DATA TO EXAMINE:
.....

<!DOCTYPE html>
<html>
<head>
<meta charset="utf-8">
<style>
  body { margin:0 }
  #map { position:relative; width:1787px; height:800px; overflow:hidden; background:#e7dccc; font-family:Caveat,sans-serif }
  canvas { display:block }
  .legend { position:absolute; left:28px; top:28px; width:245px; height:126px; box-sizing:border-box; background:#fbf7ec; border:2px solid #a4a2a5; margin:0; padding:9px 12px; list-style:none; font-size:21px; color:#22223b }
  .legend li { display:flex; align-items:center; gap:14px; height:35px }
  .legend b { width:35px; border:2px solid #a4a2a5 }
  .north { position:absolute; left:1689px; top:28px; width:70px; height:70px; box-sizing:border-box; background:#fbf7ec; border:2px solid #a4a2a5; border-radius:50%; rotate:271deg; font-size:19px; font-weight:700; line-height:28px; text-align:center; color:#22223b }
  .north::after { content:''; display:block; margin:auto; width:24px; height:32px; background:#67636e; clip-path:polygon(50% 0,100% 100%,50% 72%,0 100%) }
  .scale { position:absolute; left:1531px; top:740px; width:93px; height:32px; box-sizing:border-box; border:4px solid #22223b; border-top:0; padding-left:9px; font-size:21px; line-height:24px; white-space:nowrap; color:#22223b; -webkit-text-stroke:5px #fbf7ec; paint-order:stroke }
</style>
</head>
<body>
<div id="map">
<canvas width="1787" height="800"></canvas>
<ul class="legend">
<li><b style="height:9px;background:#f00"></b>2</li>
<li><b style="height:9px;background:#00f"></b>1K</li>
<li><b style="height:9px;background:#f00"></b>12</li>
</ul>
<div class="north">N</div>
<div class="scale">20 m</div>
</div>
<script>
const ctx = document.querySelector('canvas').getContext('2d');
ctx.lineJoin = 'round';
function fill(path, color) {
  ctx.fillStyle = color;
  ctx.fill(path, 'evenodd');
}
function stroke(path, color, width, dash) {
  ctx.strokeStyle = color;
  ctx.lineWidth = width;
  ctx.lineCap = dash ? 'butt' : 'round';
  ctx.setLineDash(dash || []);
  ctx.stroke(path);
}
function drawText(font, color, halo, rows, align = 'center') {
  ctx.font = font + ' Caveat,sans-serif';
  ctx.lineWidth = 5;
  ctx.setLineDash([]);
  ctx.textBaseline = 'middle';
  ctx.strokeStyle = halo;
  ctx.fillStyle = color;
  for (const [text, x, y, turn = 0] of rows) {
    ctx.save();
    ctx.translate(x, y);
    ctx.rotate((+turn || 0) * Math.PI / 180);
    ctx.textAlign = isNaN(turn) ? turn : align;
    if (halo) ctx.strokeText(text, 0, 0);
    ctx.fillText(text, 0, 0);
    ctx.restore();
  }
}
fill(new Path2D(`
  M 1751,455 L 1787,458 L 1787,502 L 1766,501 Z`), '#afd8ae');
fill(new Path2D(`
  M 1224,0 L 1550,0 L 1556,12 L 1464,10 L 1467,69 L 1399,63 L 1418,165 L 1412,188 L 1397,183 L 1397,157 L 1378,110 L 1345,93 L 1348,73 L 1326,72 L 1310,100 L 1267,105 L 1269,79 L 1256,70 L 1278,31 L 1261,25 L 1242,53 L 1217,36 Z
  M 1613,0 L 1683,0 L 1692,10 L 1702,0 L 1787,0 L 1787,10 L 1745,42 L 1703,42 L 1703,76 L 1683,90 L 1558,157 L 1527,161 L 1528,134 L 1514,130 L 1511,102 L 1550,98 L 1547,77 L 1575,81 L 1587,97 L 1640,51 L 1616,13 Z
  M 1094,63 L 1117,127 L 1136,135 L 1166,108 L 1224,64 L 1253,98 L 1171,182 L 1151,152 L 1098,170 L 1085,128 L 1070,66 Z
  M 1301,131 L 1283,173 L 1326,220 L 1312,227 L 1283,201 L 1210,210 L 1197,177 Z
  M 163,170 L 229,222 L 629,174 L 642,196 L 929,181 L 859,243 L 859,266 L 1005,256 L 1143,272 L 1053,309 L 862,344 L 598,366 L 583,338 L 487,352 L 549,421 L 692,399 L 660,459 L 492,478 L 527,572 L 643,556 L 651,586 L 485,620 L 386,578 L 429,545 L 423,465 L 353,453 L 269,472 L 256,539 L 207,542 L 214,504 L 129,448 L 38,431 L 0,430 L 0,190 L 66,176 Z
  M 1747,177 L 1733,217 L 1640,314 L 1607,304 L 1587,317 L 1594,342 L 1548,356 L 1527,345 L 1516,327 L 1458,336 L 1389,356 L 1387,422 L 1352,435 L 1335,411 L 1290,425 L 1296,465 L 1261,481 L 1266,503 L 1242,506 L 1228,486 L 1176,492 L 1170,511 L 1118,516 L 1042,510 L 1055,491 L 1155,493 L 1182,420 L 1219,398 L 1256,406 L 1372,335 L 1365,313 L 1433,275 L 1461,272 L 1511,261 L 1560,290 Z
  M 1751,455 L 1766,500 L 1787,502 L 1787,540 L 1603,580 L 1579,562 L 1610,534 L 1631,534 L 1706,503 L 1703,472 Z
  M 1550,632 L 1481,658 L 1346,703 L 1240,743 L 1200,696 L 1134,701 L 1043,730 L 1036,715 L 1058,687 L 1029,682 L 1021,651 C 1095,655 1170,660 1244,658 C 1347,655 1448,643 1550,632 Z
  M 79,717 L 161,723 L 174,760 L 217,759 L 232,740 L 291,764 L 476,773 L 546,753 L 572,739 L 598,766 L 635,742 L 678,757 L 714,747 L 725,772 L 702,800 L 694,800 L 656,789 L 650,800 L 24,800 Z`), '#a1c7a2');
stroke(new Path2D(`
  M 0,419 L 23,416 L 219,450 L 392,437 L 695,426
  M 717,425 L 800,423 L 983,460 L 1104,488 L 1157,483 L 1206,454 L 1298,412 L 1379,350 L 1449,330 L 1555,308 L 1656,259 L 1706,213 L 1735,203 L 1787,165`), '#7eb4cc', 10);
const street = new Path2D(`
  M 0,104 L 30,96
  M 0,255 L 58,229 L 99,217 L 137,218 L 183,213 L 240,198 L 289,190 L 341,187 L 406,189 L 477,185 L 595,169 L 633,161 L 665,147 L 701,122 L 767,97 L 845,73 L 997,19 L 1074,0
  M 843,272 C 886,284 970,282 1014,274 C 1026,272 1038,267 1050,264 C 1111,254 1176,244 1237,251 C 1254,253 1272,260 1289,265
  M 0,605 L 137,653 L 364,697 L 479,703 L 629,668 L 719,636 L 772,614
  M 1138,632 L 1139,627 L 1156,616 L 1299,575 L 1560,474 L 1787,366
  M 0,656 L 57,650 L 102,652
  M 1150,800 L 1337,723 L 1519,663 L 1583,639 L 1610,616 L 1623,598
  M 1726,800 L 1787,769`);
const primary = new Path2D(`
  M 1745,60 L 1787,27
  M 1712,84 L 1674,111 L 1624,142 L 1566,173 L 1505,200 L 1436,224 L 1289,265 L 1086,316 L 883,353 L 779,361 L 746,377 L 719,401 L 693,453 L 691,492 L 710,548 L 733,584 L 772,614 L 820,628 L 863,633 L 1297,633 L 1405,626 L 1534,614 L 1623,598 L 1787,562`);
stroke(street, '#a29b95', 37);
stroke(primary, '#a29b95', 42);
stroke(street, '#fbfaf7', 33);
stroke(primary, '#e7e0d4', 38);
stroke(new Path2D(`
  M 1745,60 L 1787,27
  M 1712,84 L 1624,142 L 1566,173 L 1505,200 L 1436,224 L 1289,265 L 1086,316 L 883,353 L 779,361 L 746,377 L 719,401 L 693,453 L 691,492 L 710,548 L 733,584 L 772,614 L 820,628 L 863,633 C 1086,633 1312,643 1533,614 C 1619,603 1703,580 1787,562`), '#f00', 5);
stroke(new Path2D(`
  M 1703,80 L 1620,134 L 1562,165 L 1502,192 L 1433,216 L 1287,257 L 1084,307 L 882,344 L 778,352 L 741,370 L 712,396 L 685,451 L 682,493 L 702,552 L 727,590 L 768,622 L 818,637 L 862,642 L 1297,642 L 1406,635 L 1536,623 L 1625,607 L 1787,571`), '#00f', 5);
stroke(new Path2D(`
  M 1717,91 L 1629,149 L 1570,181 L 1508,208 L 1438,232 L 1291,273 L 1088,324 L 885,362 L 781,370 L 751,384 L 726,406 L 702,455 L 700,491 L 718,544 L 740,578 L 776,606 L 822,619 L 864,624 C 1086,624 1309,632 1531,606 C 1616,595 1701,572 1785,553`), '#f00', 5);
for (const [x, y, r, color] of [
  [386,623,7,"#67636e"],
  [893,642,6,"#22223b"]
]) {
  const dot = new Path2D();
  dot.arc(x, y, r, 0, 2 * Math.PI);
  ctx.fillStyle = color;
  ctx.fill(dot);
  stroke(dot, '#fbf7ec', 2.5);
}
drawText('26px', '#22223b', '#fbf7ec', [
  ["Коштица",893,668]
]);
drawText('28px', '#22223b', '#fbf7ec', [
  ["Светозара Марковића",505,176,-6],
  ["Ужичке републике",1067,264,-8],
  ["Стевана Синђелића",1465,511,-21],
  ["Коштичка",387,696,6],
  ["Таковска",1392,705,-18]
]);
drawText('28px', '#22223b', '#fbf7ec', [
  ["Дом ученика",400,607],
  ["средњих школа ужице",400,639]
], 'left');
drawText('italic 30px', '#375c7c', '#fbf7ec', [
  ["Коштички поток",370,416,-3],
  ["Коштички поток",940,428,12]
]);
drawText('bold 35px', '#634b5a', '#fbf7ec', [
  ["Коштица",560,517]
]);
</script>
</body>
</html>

.....

PROBLEM REQUIREMENTS:
Every line that contains the string "Math" should be copied from the records.

TASK SOLUTION:
    ctx.rotate((+turn || 0) * Math.PI / 180);
  dot.arc(x, y, r, 0, 2 * Math.PI);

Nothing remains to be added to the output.